The Twenty-One Balloons
by William Péne du Bois
Puffin, 180pp
Published: January 1986

All the classic children's genre novels I've reviewed thus far from the United States are ones that I've heard of before, even if I hadn't previously read most of them. This, however, is one that I only found through research because I'd never heard of it. It was published by Viking in 1947 and it won the Newbury Medal the following year, putting it in the company of later winners like A Wrinkle in Time and Mrs. Frisby and the Rats of NIMH.

Pène du Bois was an American writer, born in New Jersey, but, as his name suggests, his heritage is French and his family moved to Paris when he was eight, so he was educated in France and grew up there, later serving in the French army and co-founding 'The Paris Review'. Even though he wasn't born until 1916, eleven years after the death of Jules Verne, it's perhaps unsurprising that this be so obviously influenced by the famed author of 'Around the World in Eighty Days' and 'Five Weeks in a Balloon'.

The former is mentioned in the text because Prof. William Waterman Sherman does the same job in a mere forty days, however unintentionally. The latter is a more obvious inspiration, given that he sets out from San Francisco in 1883 with the firm intention of spending a full year in his balloon. After all, he had no intention of travelling fast or far. He only wanted to be alone, having spent the previous forty years teaching arithmetic to children. He wanted peace and quiet, freedom from a routine that had imprisoned him for so long, and so designed a giant balloon that would serve as his home for a full year.

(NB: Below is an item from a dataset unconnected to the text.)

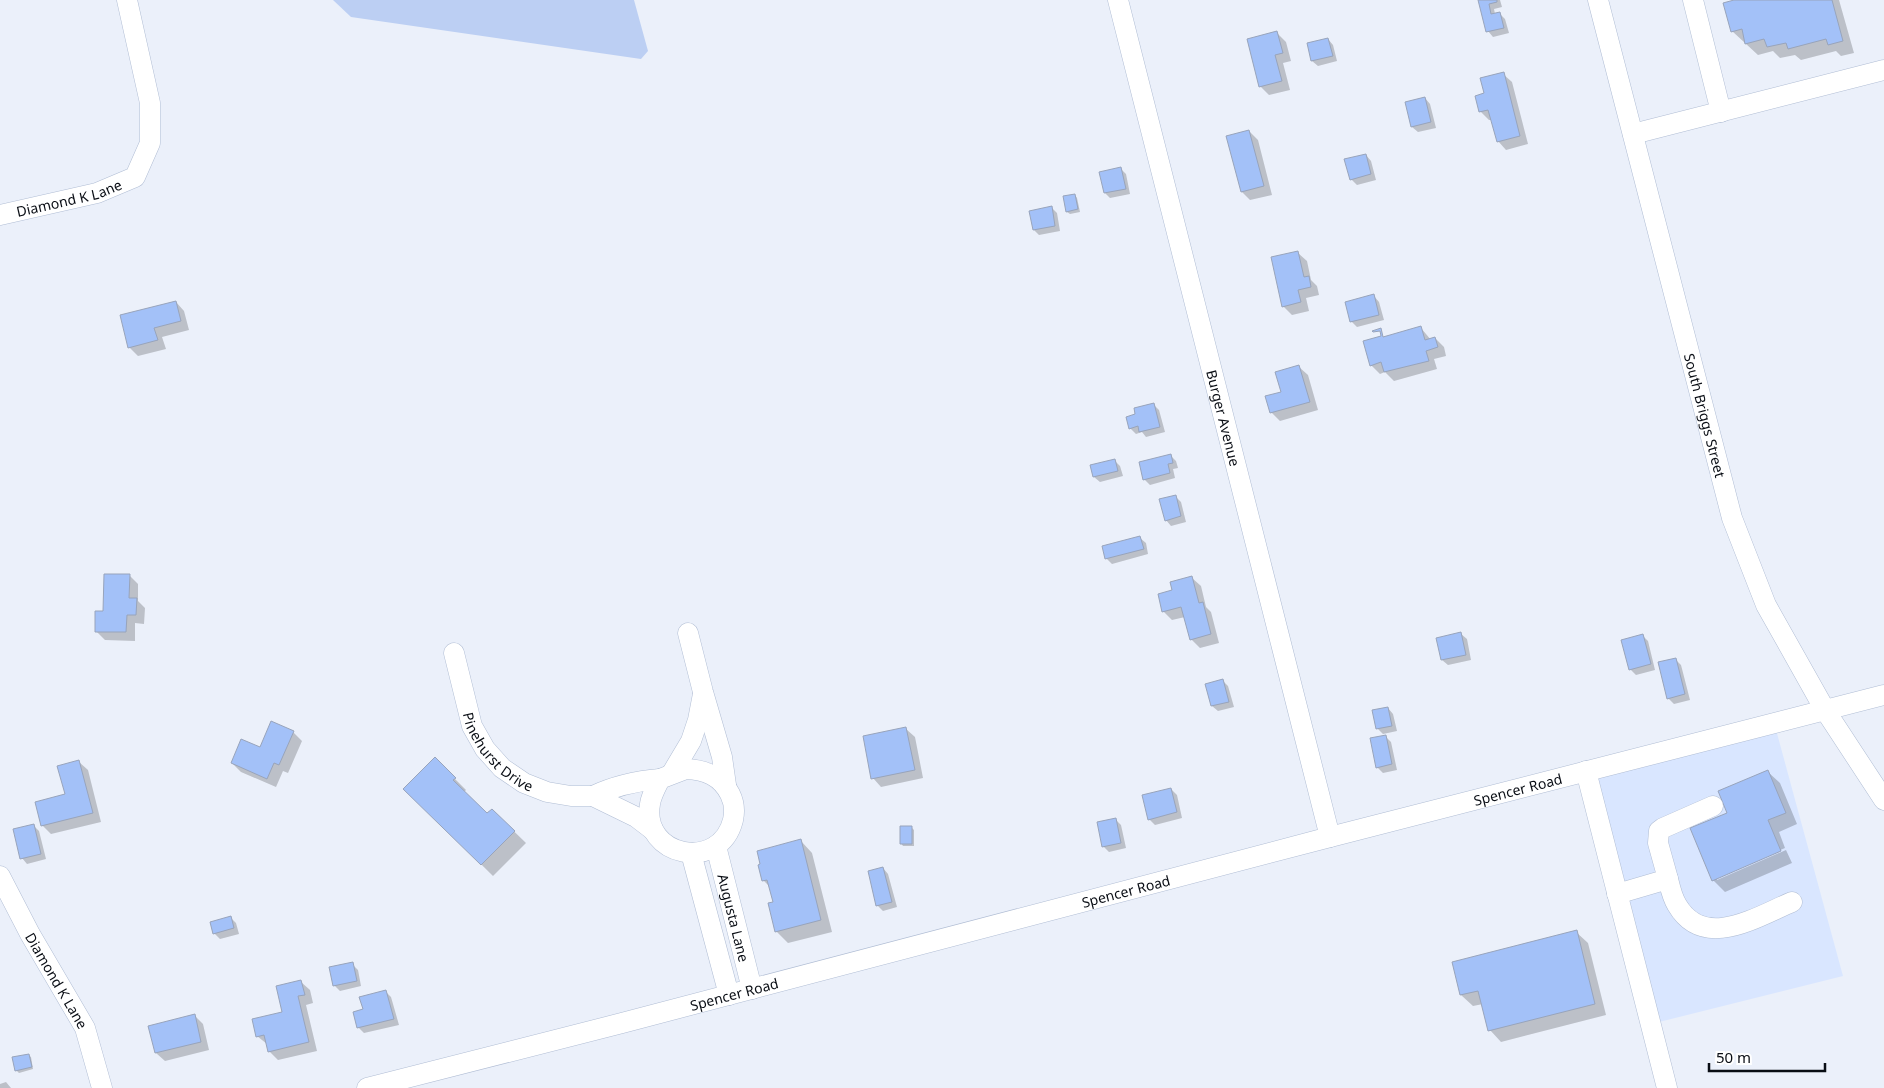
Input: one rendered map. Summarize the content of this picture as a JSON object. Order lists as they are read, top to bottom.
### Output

Of course, it doesn't work out that way, because this is an adventure novel in the Verne tradition, even if it also taps into historical fiction and utopian science fiction. Where it comes alive is in the application of both science and whimsy to invention. Sherman's endearing stubbornness feels like something from Verne too, because the opening chapters set up a mystery that he firmly refuses to explain except to the Western American Explorers' Club in San Francisco. He set out to fly west from there across the Pacific, but he's picked up three weeks later amongst the debris of twenty deflated balloons. In the Atlantic. He throws out the Mayor of New York and refuses the President of the United States. He'll only tell his story to the Western American Explorers' Club.

And so he does. Now, there are clues there, if you know your history and geography. He sets out in 1883 to travel west from San Francisco across the Pacific and everything's peaceful until an incident with a seagull causes him to crash on a small volcanic island. If you haven't worked out which from those clues, I'll let you in on the detail that hangs over this book like the Sword of Damocles. He's stranded on Krakatoa right before its volcano erupts, causing some of the largest explosions ever experienced during man's existence. The third explosion on 27th August, which was heard as far as three thousand miles away, has been described as the loudest sound in history. The pressure wave circumnavigated the globe three and a half times.

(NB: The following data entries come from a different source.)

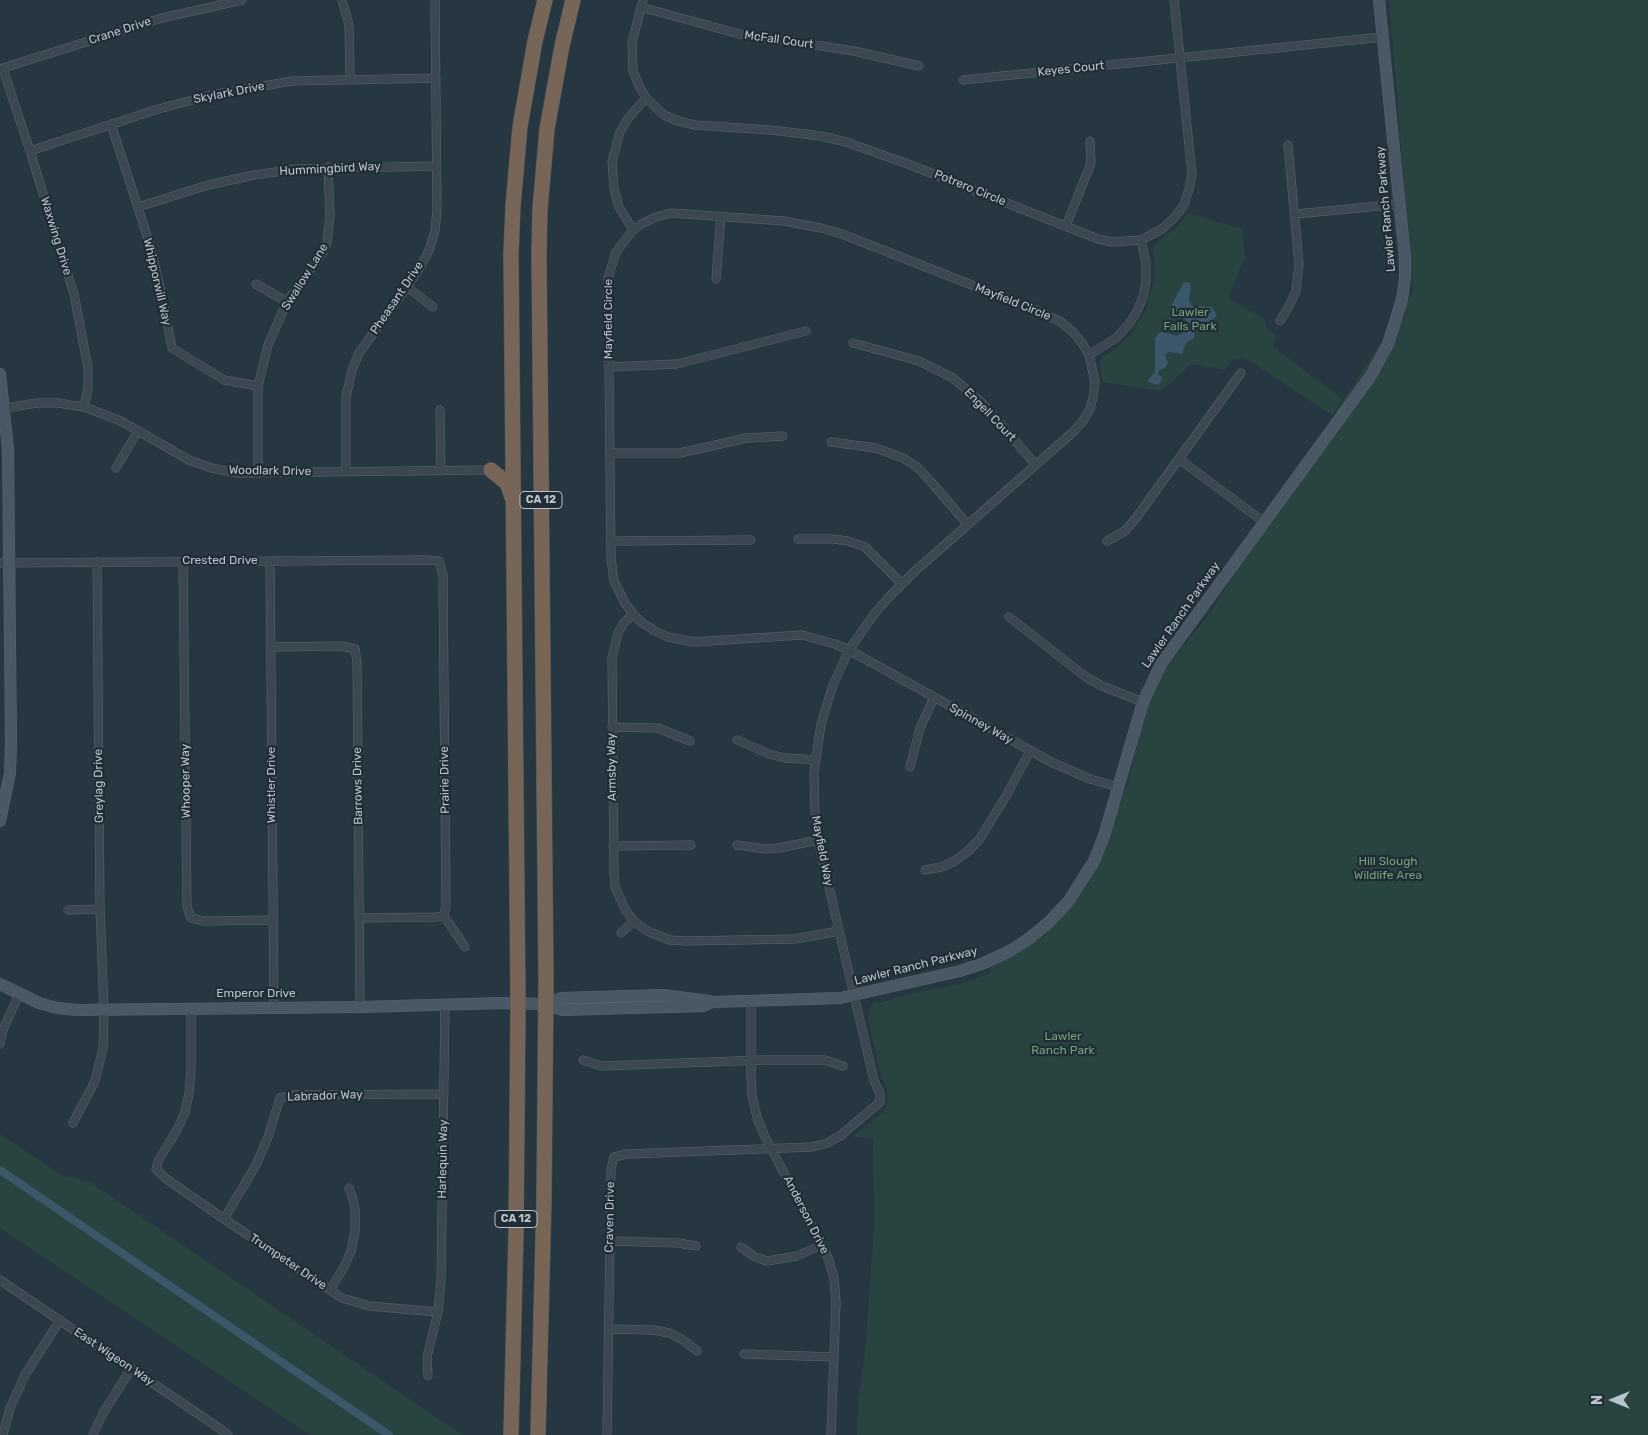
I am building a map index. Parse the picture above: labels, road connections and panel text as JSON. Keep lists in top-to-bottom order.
{
  "streets": {
    "highway": ["CA 12"],
    "street": [
      "Crane Drive",
      "McFall Court",
      "Keyes Court",
      "Skylark Drive",
      "Hummingbird Way",
      "Potrero Circle",
      "Lawler Ranch Parkway",
      "Waxwing Drive",
      "Swallow Lane",
      "Whipporwill Way",
      "Pheasant Drive",
      "Mayfield Circle",
      "Engell Court",
      "Woodlark Drive",
      "Crested Drive",
      "Spinney Way",
      "Armsby Way",
      "Prairie Drive",
      "Whooper Way",
      "Whistler Drive",
      "Greylag Drive",
      "Barrows Drive",
      "Mayfield Way",
      "Emperor Drive",
      "Labrador Way",
      "Harlequin Way",
      "Anderson Drive",
      "Craven Drive",
      "Trumpeter Drive",
      "East Wigeon Way"
    ]
  },
  "crossings": [
    ["Crane Drive", "Waxwing Drive"],
    ["McFall Court", "Potrero Circle"],
    ["Keyes Court", "Potrero Circle"],
    ["Keyes Court", "Lawler Ranch Parkway"],
    ["Skylark Drive", "Waxwing Drive"],
    ["Skylark Drive", "Whipporwill Way"],
    ["Skylark Drive", "Pheasant Drive"],
    ["Hummingbird Way", "Swallow Lane"],
    ["Hummingbird Way", "Whipporwill Way"],
    ["Hummingbird Way", "Pheasant Drive"],
    ["Lawler Ranch Parkway", "CA 12"],
    ["Lawler Ranch Parkway", "Spinney Way"],
    ["Lawler Ranch Parkway", "Mayfield Way"],
    ["Lawler Ranch Parkway", "Emperor Drive"],
    ["Lawler Ranch Parkway", "Anderson Drive"],
    ["Waxwing Drive", "Woodlark Drive"],
    ["Swallow Lane", "Whipporwill Way"],
    ["Swallow Lane", "Woodlark Drive"],
    ["Pheasant Drive", "Woodlark Drive"],
    ["Mayfield Circle", "Engell Court"],
    ["Mayfield Circle", "Spinney Way"],
    ["Mayfield Circle", "Armsby Way"],
    ["Mayfield Circle", "Mayfield Way"],
    ["CA 12", "Emperor Drive"],
    ["Crested Drive", "Prairie Drive"],
    ["Crested Drive", "Whooper Way"],
    ["Crested Drive", "Whistler Drive"],
    ["Crested Drive", "Greylag Drive"],
    ["Spinney Way", "Mayfield Way"],
    ["Armsby Way", "Mayfield Way"],
    ["Whooper Way", "Whistler Drive"],
    ["Whistler Drive", "Barrows Drive"],
    ["Whistler Drive", "Emperor Drive"],
    ["Greylag Drive", "Emperor Drive"],
    ["Barrows Drive", "Emperor Drive"],
    ["Mayfield Way", "Anderson Drive"],
    ["Mayfield Way", "Craven Drive"],
    ["Emperor Drive", "Harlequin Way"],
    ["Emperor Drive", "Trumpeter Drive"],
    ["Labrador Way", "Harlequin Way"],
    ["Labrador Way", "Trumpeter Drive"],
    ["Harlequin Way", "Trumpeter Drive"],
    ["Anderson Drive", "Craven Drive"]
  ],
  "parks": ["Lawler Falls Park", "Hill Slough Wildlife Area", "Lawler Ranch Park"],
  "north": "left"
}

What that means is that we readers know full well, whether we're reading an original release in 1947 or in serious catch-up mode in 2025, that the professor isn't going to spending a lot of time on Krakatoa. It also means that we know how he ends up in the Atlantic, just that he has to be in the right place at the right time to benefit from the propulsion driven by the natural explosive power of a volcano this violent. And we're right, but that still leaves plenty of time for him to experience the magic of this story.

And that's because Krakatoa, contrary to the expectations of the world, is populated. It's not very populated, only by twenty families of four people each that are regimented in very specific ways. None of them are native. One of them found an incredibly rich diamond mine there, so rich that it could crash the world's economy. Rather than do that, he went back home to not only bring his own wife and two children, but nineteen other equivalents chosen very deliberately to fit into his own vision of a utopia. It's a bizarre setup, driven as much by sheer imagination and invention as by a strange willingness to become anonymous.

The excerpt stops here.